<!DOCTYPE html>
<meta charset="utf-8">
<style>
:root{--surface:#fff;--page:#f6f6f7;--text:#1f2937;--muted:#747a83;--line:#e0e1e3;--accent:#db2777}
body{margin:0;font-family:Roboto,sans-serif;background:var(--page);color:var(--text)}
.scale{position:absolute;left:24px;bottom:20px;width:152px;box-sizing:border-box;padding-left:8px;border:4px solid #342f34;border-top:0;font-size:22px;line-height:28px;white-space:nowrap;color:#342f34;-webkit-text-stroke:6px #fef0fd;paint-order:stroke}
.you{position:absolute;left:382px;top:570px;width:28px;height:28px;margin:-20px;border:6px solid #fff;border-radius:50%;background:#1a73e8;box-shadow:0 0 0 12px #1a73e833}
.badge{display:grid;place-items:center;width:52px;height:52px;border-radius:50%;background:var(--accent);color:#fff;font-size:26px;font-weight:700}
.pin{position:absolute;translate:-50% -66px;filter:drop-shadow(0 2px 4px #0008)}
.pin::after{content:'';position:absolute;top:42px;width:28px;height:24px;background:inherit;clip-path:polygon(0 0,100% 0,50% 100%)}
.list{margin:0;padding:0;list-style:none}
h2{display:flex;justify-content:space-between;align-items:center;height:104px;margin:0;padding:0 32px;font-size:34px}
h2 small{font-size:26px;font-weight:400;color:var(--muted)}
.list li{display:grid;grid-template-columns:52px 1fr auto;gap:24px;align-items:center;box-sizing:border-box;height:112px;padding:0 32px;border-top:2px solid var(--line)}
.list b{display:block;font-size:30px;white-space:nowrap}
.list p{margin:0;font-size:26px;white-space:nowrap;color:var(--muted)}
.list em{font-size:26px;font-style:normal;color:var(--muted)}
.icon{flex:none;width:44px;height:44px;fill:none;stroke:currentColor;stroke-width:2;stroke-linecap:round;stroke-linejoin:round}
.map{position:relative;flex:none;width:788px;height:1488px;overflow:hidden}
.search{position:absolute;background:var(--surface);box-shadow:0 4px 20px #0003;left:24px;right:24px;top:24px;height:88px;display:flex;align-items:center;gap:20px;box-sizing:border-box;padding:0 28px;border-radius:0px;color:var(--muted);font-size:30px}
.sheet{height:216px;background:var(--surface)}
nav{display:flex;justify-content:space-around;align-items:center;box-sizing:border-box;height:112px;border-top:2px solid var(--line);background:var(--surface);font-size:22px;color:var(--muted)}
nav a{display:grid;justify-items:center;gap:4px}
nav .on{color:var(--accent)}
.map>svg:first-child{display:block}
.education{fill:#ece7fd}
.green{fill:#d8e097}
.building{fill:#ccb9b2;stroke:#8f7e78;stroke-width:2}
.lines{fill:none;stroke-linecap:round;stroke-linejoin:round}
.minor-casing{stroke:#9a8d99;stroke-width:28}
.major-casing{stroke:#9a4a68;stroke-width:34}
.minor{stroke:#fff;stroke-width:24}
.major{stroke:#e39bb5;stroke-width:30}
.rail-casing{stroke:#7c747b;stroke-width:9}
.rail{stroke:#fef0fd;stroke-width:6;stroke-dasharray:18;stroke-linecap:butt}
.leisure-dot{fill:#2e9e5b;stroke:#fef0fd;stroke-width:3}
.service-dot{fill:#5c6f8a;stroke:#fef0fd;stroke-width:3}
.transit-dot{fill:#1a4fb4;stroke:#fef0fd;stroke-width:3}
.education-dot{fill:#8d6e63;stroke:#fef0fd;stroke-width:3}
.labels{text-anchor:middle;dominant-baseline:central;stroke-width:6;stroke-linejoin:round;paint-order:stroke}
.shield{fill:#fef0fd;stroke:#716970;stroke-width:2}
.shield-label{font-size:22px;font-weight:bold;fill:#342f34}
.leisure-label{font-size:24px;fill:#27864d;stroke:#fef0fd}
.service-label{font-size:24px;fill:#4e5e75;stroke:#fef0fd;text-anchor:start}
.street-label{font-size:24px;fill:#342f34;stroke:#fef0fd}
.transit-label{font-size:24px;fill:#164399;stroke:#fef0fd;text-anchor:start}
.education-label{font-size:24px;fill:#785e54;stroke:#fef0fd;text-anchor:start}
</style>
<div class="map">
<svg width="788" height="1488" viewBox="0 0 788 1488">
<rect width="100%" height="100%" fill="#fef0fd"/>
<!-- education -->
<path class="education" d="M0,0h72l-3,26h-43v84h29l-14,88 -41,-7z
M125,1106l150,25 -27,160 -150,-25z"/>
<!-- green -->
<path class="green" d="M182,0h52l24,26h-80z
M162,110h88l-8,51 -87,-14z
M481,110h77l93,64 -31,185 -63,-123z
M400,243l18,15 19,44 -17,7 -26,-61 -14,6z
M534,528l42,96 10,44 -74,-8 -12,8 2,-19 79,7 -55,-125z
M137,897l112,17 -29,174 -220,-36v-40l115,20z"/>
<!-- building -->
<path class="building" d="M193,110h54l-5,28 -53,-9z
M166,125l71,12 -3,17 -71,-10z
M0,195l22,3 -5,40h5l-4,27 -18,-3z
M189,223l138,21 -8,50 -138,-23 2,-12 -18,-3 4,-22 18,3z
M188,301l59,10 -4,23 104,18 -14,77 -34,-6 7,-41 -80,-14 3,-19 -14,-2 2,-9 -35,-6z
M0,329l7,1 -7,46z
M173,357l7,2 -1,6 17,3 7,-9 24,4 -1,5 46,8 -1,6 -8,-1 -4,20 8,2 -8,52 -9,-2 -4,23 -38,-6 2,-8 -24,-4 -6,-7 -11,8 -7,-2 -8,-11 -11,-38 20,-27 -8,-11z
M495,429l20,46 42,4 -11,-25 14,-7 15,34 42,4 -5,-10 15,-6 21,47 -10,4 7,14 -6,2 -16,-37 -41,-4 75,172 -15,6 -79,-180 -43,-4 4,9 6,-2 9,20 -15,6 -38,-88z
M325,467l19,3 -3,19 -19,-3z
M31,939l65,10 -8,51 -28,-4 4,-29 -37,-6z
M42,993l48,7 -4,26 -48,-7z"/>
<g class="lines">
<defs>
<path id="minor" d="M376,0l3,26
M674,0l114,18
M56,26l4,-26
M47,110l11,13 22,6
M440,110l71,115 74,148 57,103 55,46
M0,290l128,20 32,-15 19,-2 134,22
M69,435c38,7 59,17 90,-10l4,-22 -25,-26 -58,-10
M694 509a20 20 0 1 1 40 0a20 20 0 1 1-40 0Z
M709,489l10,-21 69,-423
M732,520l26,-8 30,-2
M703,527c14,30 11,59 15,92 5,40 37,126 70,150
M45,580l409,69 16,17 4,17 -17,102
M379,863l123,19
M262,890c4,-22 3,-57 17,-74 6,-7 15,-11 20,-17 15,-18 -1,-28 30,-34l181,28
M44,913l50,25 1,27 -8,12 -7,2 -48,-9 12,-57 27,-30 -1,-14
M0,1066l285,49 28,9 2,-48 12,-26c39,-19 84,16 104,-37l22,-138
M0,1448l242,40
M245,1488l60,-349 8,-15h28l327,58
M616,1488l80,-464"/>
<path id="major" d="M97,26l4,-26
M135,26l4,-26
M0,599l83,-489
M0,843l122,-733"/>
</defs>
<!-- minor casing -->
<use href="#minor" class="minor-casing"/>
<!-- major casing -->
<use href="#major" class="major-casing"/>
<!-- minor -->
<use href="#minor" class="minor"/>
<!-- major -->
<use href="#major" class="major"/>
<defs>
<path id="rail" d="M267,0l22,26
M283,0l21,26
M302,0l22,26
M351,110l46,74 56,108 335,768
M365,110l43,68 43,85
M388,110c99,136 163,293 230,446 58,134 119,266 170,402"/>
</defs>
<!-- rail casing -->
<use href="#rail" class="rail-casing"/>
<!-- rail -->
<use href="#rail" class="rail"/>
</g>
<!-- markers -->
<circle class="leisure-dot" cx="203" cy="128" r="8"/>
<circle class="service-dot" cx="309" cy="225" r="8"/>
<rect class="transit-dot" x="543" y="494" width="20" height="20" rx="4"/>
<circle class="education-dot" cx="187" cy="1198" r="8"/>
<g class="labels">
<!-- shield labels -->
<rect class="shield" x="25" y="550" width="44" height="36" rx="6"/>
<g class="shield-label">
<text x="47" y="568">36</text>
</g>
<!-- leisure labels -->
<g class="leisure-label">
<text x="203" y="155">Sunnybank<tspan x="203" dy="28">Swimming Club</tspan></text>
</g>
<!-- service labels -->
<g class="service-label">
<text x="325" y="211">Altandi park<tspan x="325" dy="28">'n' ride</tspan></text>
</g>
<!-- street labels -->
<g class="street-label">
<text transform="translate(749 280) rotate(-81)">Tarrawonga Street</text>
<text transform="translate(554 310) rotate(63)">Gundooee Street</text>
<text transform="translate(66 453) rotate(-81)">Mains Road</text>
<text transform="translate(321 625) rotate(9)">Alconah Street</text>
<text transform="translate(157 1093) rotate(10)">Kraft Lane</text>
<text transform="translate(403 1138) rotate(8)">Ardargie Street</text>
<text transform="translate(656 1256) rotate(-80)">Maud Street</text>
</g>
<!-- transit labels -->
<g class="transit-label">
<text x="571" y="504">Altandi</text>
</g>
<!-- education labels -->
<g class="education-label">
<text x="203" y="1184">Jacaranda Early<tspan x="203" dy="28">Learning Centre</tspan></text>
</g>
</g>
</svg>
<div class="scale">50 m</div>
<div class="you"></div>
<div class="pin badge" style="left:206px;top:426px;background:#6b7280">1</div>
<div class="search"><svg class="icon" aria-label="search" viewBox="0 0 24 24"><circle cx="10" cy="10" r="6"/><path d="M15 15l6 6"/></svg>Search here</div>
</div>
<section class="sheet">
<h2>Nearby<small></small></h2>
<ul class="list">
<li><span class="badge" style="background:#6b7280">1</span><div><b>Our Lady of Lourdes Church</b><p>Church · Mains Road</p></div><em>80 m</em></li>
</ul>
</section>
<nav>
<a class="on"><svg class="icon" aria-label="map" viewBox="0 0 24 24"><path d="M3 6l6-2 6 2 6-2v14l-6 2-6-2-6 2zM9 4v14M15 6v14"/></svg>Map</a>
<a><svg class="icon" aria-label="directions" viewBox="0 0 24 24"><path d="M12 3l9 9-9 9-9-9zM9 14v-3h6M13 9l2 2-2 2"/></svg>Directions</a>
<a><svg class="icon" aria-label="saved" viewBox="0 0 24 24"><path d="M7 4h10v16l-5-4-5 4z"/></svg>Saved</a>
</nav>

→ **Action item**
Collect, from the material above, every line containing the word "lines".

→ **Solution**
.lines{fill:none;stroke-linecap:round;stroke-linejoin:round}
<g class="lines">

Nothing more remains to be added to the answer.